Many financial dine-and-learn seminars are costly to you because the information you get may not be tailored to your specific situation, and you may hear only about investments that carry exorbitant fees. Better: Many accredited financial planners offer free or low-cost one-on-one meetings. To find one, contact the National Association of Personal Financial Advisors, 847-483-5400, www.napfa.org.

UNSAFE SAFEGUARDS

Thousands of financially savvy investors who trusted Bernard L. Madoff Investment Securities LLC were fooled by what had appeared to be safeguards but really weren’t. For example, Madoff’s financial statements had been audited for nearly two decades by the small accounting firm Friehling & Horowitz, which filed audits every year with the SEC. David Friehling was even a past president of a chapter of the New York State Society of CPAs.

But Friehling wound up being paid millions of dollars in fees by Madoff, who was a longtime friend of his, without actually examining the investment fund’s bookkeeping. He ignored the fact that Madoff had full custody and control over the assets of his clients, which is how the crook was able to dip into their money so easily and keep his scheme undetected for so long. In 2009, Friehling pled guilty to nine criminal counts, including aiding and abetting investment-adviser fraud and obstructing tax law.

Lesson: Your investment manager always should be accountable to reputable third parties. When you invest, you are trusting your manager to make wise decisions with your money. But you still can check that he reports his actions and results honestly and accurately to you.

My two most important rules for not getting burned by a financial scammer…

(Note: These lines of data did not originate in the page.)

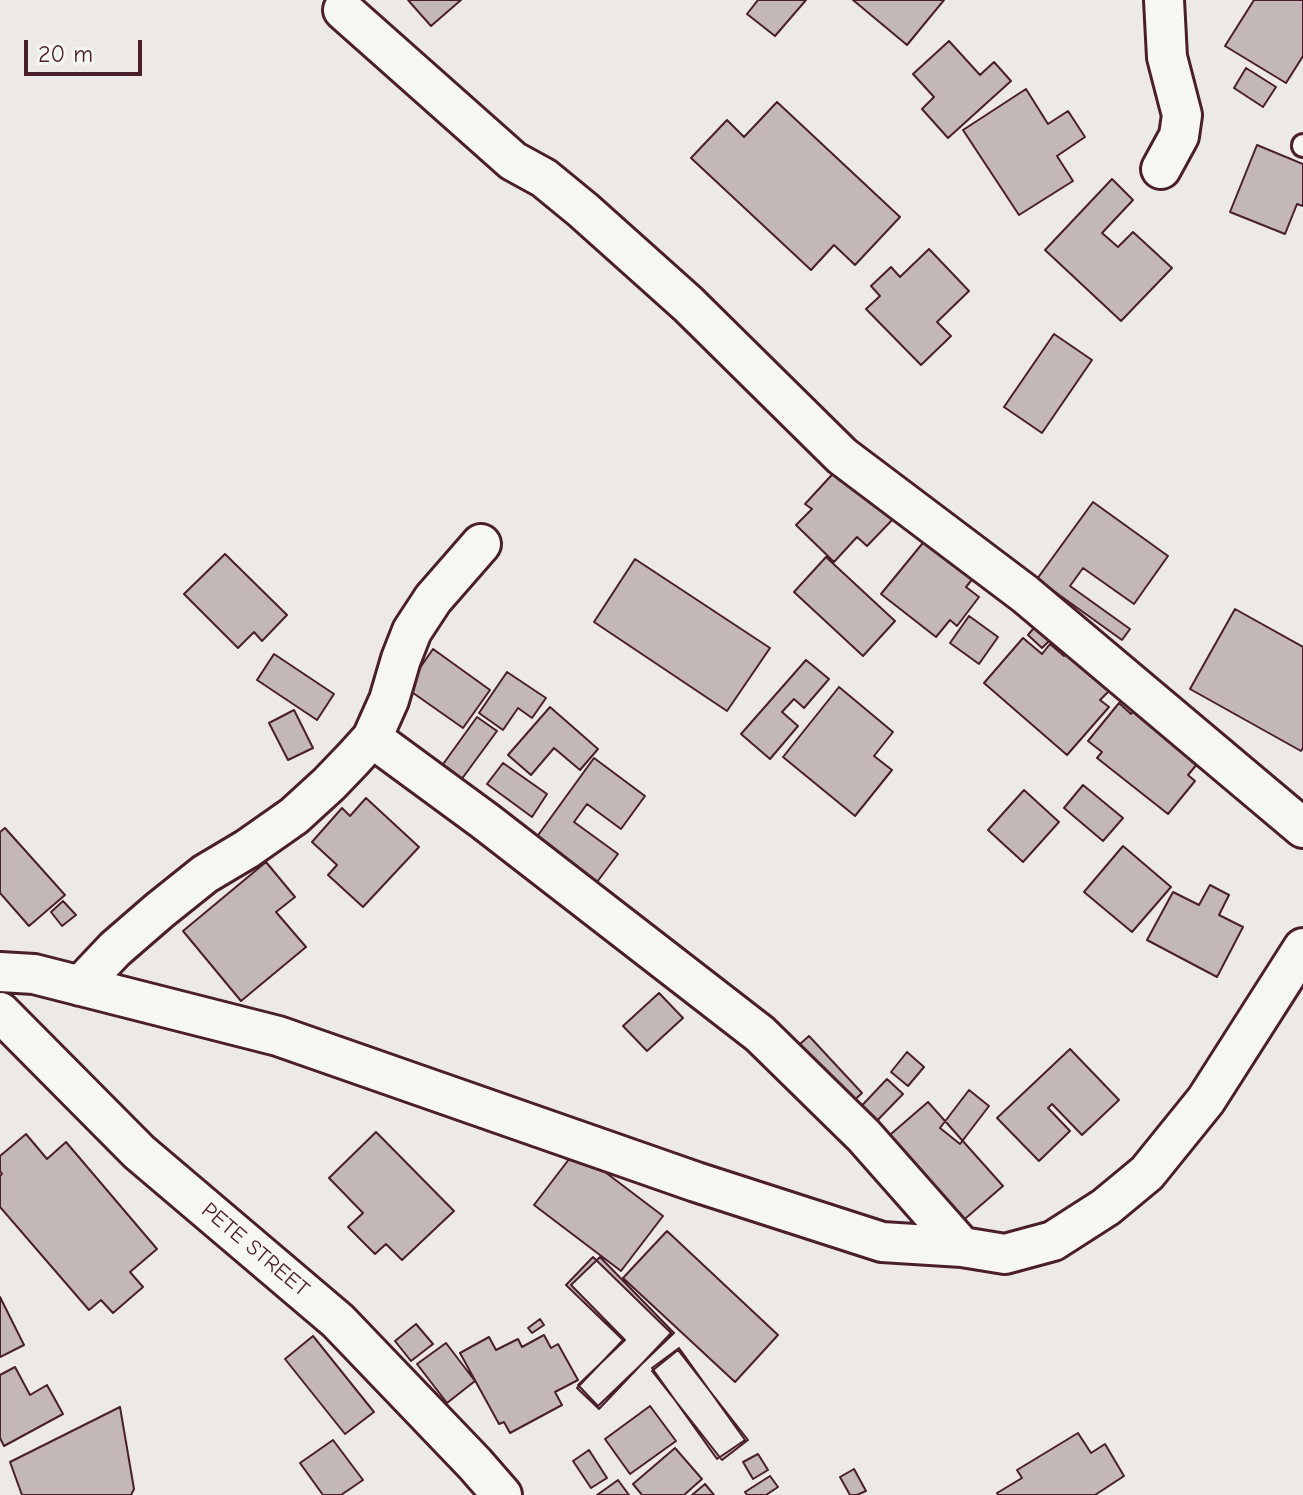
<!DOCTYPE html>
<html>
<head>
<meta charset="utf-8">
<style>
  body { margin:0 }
  #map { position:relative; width:1303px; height:1495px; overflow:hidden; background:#ece9e6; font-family:"Comic Neue",sans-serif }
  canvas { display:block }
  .scale { position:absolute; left:24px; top:40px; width:118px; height:36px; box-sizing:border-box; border:4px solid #4a1f2b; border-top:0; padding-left:10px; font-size:24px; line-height:28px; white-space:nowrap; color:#4a1f2b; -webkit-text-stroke:6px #f6f6f2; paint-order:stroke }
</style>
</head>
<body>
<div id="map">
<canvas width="1303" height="1495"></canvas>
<div class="scale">20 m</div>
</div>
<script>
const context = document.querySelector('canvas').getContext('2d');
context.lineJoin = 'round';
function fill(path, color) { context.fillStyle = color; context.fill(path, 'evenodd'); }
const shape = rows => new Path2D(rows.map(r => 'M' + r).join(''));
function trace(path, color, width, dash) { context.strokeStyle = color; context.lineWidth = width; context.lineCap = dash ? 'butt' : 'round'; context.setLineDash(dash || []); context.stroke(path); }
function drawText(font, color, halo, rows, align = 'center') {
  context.font = font + ' "Comic Neue",sans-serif'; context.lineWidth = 7; context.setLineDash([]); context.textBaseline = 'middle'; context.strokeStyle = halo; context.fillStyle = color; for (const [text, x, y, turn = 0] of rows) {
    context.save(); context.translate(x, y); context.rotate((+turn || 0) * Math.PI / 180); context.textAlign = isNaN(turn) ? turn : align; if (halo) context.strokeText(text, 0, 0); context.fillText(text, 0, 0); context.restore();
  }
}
const building = shape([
  [408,0,461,0,431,26,408,0],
  [758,0,806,0,775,36,747,14,758,0],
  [853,0,944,0,907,45,853,0],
  [1254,0,1303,0,1303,56,1286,83,1225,46,1254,0],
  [949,41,980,75,994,62,1011,81,948,138,922,109,934,97,913,74,949,41],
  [1246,68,1276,87,1263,107,1234,88,1246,68],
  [1026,89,1048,124,1068,111,1085,137,1057,156,1073,181,1019,215,963,130,1026,89],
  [777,102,900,217,855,265,834,245,811,270,691,158,727,120,744,137,777,102],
  [1257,145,1303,164,1303,206,1297,204,1285,234,1230,212,1257,145],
  [1112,179,1133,200,1102,233,1118,247,1133,232,1172,268,1121,321,1045,250,1112,179],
  [929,249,969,291,937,322,951,336,921,365,866,309,880,296,871,286,891,267,900,277,929,249],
  [1054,334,1092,360,1042,433,1004,407,1054,334],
  [840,466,895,517,867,546,857,537,834,562,796,525,812,509,805,504,840,466],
  [1093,502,1168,556,1134,604,1083,568,1070,586,1130,629,1122,640,1037,579,1093,502],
  [931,533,979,571,966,587,979,597,957,626,950,620,936,637,881,594,931,533],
  [225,554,287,615,262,641,254,632,238,648,184,594,225,554],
  [826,557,895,621,863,656,794,592,826,557],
  [635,559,770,648,727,711,594,622,635,559],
  [1235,609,1303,647,1303,748,1301,751,1190,689,1235,609],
  [969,616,998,637,979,664,950,643,969,616],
  [1038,623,1054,636,1042,648,1028,635,1038,623],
  [1023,638,1042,654,1050,644,1064,656,1073,645,1103,672,1097,680,1109,691,1100,700,1109,707,1067,755,984,683,1023,638],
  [433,649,490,690,463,728,406,688,433,649],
  [274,654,334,694,317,720,257,680,274,654],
  [806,660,829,679,804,708,794,699,782,712,798,726,770,759,741,734,806,660],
  [507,672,546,698,532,718,518,708,503,730,479,713,507,672],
  [839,687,893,732,874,756,892,770,855,816,783,757,839,687],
  [1119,703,1131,714,1139,703,1198,763,1188,775,1195,781,1168,814,1097,758,1102,752,1088,741,1119,703],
  [550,707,598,749,580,770,554,748,531,775,508,755,550,707],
  [294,710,313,748,288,760,269,723,294,710],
  [477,717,497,731,461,780,441,767,477,717],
  [594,758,645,796,621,829,587,804,574,822,618,854,597,882,536,838,594,758],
  [503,763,547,794,532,817,487,784,503,763],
  [1083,785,1123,818,1103,841,1064,808,1083,785],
  [1024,790,1059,822,1023,862,988,830,1024,790],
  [366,798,419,847,363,907,328,875,337,865,312,842,342,808,350,816,366,798],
  [5,828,65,895,29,926,0,893,0,832,5,828],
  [1123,846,1171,887,1132,932,1084,892,1123,846],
  [266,862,295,897,276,912,306,947,241,1001,183,931,266,862],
  [1210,885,1229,895,1219,915,1243,927,1217,977,1147,940,1173,892,1199,905,1210,885],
  [63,901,76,915,62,926,51,912,63,901],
  [659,993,683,1018,647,1051,623,1026,659,993],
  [809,1036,862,1093,845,1109,791,1052,809,1036],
  [1070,1049,1119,1100,1082,1135,1052,1104,1048,1108,1070,1131,1039,1161,997,1118,1070,1049],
  [907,1052,924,1067,908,1086,891,1072,907,1052],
  [887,1079,903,1094,867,1131,852,1116,887,1079],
  [969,1090,989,1106,960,1144,940,1128,969,1090],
  [928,1102,1003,1186,959,1224,884,1140,928,1102],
  [376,1132,454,1211,402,1260,386,1244,375,1254,348,1227,363,1213,329,1178,376,1132],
  [26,1134,47,1159,66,1142,157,1249,130,1272,143,1287,113,1313,101,1300,89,1310,0,1207,0,1176,2,1174,0,1171,0,1156,26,1134],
  [576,1150,663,1216,621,1271,534,1205,576,1150],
  [667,1231,778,1335,735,1382,623,1278,667,1231],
  [593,1257,671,1333,599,1409,577,1388,623,1340,566,1285,593,1257],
  [600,1257,674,1333,598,1406,578,1385,625,1340,571,1285,600,1257],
  [0,1297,24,1345,0,1357,0,1297],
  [540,1319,544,1325,532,1333,528,1328,540,1319],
  [416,1324,433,1344,411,1361,395,1341,416,1324],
  [544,1335,551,1348,558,1344,578,1380,555,1392,562,1405,510,1433,504,1422,499,1424,460,1353,489,1337,496,1350,518,1339,522,1347,544,1335],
  [313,1336,374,1412,345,1434,285,1359,313,1336],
  [446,1343,475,1381,447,1403,417,1364,446,1343],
  [679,1348,745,1440,717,1459,652,1368,679,1348],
  [678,1350,748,1440,722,1460,652,1371,678,1350],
  [15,1367,30,1395,47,1385,63,1414,4,1446,0,1438,0,1375,15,1367],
  [650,1406,676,1441,630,1474,605,1439,650,1406],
  [120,1407,134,1489,131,1495,22,1495,10,1462,120,1407],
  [1078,1433,1091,1453,1105,1444,1124,1476,1095,1495,998,1495,997,1493,1022,1478,1017,1470,1078,1433],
  [333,1440,363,1480,341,1495,323,1495,300,1463,333,1440],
  [675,1448,702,1479,684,1495,642,1495,633,1484,675,1448],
  [589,1450,607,1478,591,1488,573,1461,589,1450],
  [758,1454,768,1470,753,1479,743,1462,758,1454],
  [854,1469,866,1491,857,1495,850,1495,840,1477,854,1469],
  [770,1476,778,1487,766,1495,747,1495,745,1492,770,1476],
  [618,1480,629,1495,597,1495,618,1480],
  [705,1484,714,1495,692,1495,705,1484]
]);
fill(building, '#c4b7b7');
trace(building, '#4a1f2b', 2);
const service = shape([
  [1303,145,1303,146]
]);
const minor = shape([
  [343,10,513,161,544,178,583,210,688,304,842,456,1025,594,1303,828],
  [1161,169,1179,136,1182,115,1167,57,1164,0],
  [372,738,485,821,760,1034,864,1136,962,1247],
  [0,972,34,974,278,1036,696,1182,882,1242,962,1247,1005,1254,1053,1241,1106,1207,1147,1173,1206,1100,1303,948],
  [80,986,115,949,160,910,205,874,247,849,294,816,329,784,353,759,372,738,389,700,401,659,412,631,433,599,481,544],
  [0,1012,139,1152,338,1321,475,1464,502,1495]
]);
trace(service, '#4a1f2b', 26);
trace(minor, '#4a1f2b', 44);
trace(service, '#f6f6f2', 20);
trace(minor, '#f6f6f2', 38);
drawText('22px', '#4a1f2b', '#f6f6f2', [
  ["PETE STREET",255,1250,40]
]);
</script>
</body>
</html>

  • Your investment manager should use a big-name independent auditor — such as Deloitte & Touche, PricewaterhouseCoopers or Ernst & Young — to review the fund’s financial statements annually, although even this is no guarantee.
  • Never let your investment manager take custody of your assets directly and pool them with assets of other investors. Your assets should be kept in an independent custodial account with your name on it at a major, well-known institution, such as Chase Bank, Charles Schwab or Wells Fargo. The investment manager may have the ability to make investment decisions for you within that custodial account, but you should have 24-hour access to your account ­information. Also, statements showing the value of your account each month should come from the institution, not from the investment manager.